Stored data:
####
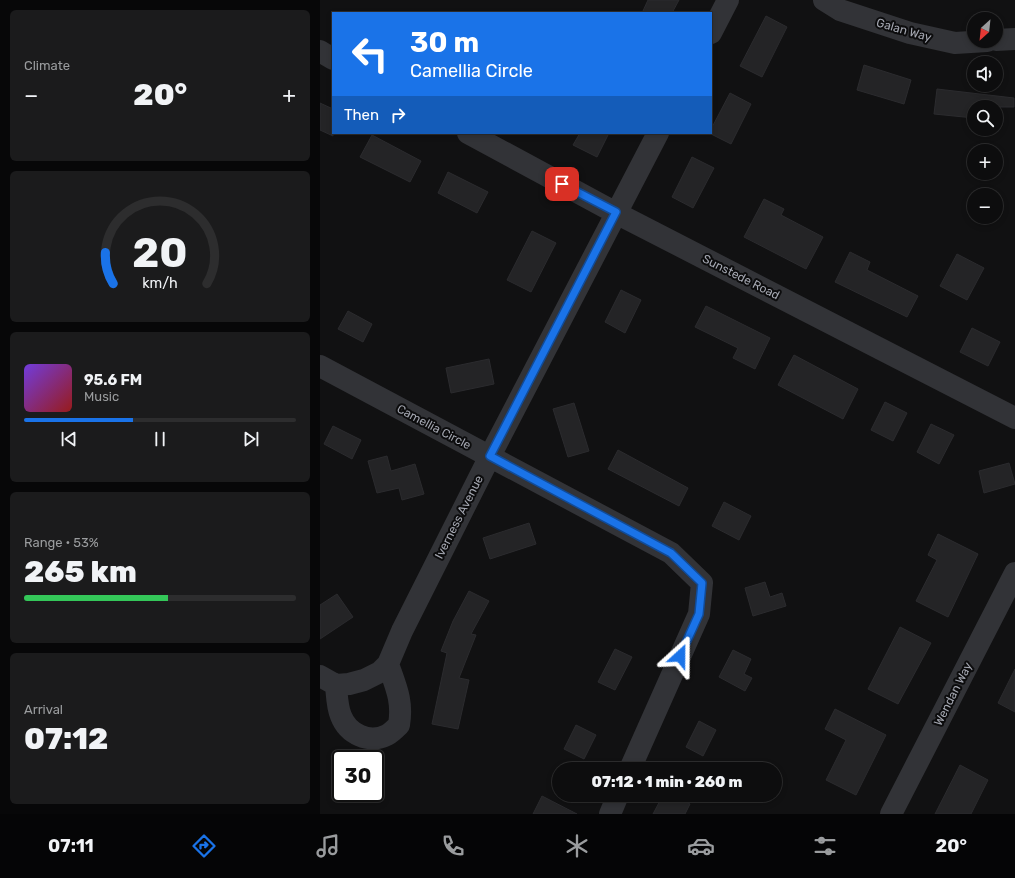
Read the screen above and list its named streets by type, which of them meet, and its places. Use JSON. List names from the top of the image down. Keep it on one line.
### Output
{"streets":{"street":["Galan Way","Sunstede Road","Camellia Circle","Iverness Avenue","Wendan Way"]},"crossings":[["Sunstede Road","Iverness Avenue"],["Camellia Circle","Iverness Avenue"]],"north":"bottom left","page":{"tile":["Climate",["Range · 53%","265 km"],["Arrival","07:12"]],"map_buttons":["+","−"],"turn":["30 m","Camellia Circle"],"heat":["−","20°","+"],"then":"Then","song":["95.6 FM","Music"],"limit":"30","trip":"07:12 · 1 min · 260 m","tabs":["07:11","20°"],"gauge":["20","km/h"]}}
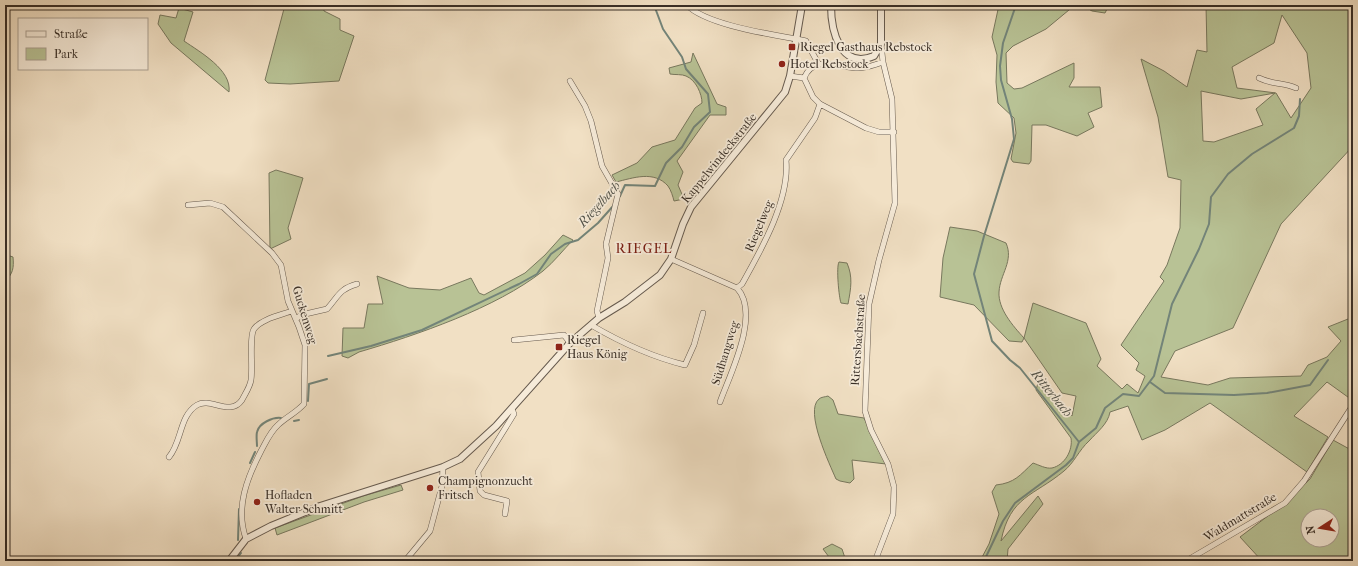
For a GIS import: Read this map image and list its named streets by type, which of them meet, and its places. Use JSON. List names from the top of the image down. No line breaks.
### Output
{"streets":{"street":["Kappelwindeckstraße","Riegelweg","Guckenweg","Rittersbachstraße","Südhangweg","Waldmattstraße"]},"crossings":[["Kappelwindeckstraße","Guckenweg"],["Riegelweg","Südhangweg"]],"districts":["RIEGEL"],"water":["Riegelbach","Ritterbach"],"places":{"transit":["Riegel Gasthaus Rebstock","Riegel Haus König"],"other":["Hotel Rebstock","Champignonzucht Fritsch","Hofladen Walter Schmitt"]},"legend":["Straße","Park"],"north":"left"}
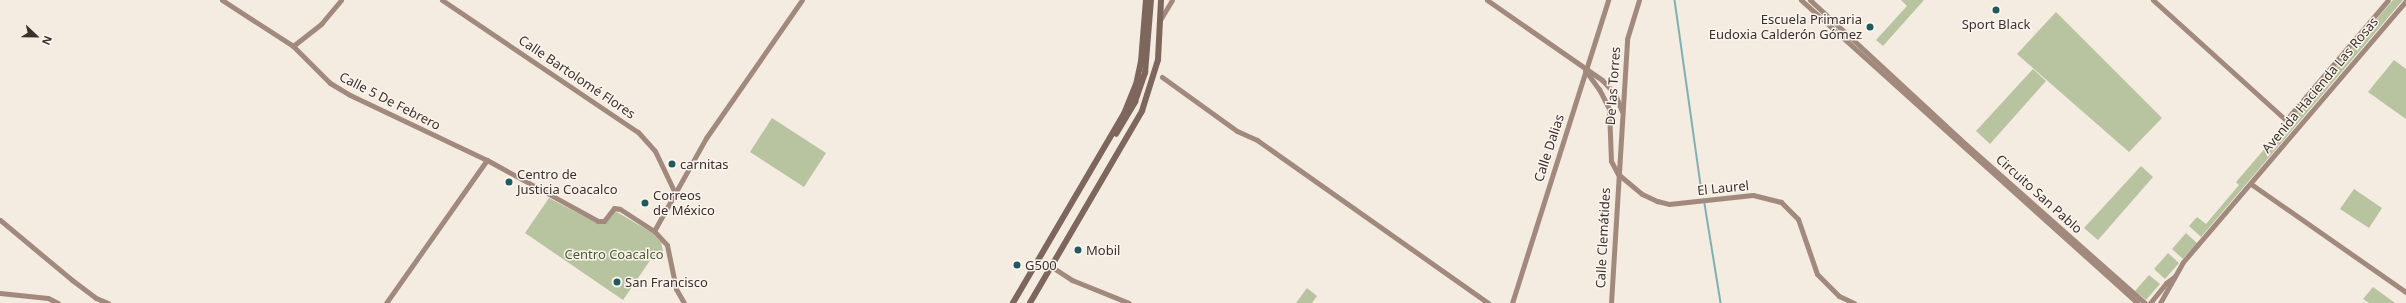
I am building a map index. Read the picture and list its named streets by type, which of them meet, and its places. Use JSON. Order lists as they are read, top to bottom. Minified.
{"streets":{"street":["Calle Bartolomé Flores","Avenida Hacienda Las Rosas","De las Torres","Calle 5 De Febrero","Calle Dalias","El Laurel","Circuito San Pablo","Calle Clemátides"]},"crossings":[["De las Torres","El Laurel"],["De las Torres","Calle Clemátides"],["El Laurel","Calle Clemátides"]],"parks":["Centro Coacalco"],"places":["Sport Black","Escuela Primaria Eudoxia Calderón Gómez","carnitas","Centro de Justicia Coacalco","Correos de México","Mobil","G500","San Francisco"],"north":"right"}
####
- Exercise aim -
Write out exactly the lines between the start of the data and the line with "For a GIS import: Read", including both, but none of the pictures.

- Answer space -
Read the screen above and list its named streets by type, which of them meet, and its places. Use JSON. List names from the top of the image down. Keep it on one line.
### Output
{"streets":{"street":["Galan Way","Sunstede Road","Camellia Circle","Iverness Avenue","Wendan Way"]},"crossings":[["Sunstede Road","Iverness Avenue"],["Camellia Circle","Iverness Avenue"]],"north":"bottom left","page":{"tile":["Climate",["Range · 53%","265 km"],["Arrival","07:12"]],"map_buttons":["+","−"],"turn":["30 m","Camellia Circle"],"heat":["−","20°","+"],"then":"Then","song":["95.6 FM","Music"],"limit":"30","trip":"07:12 · 1 min · 260 m","tabs":["07:11","20°"],"gauge":["20","km/h"]}}
For a GIS import: Read this map image and list its named streets by type, which of them meet, and its places. Use JSON. List names from the top of the image down. No line breaks.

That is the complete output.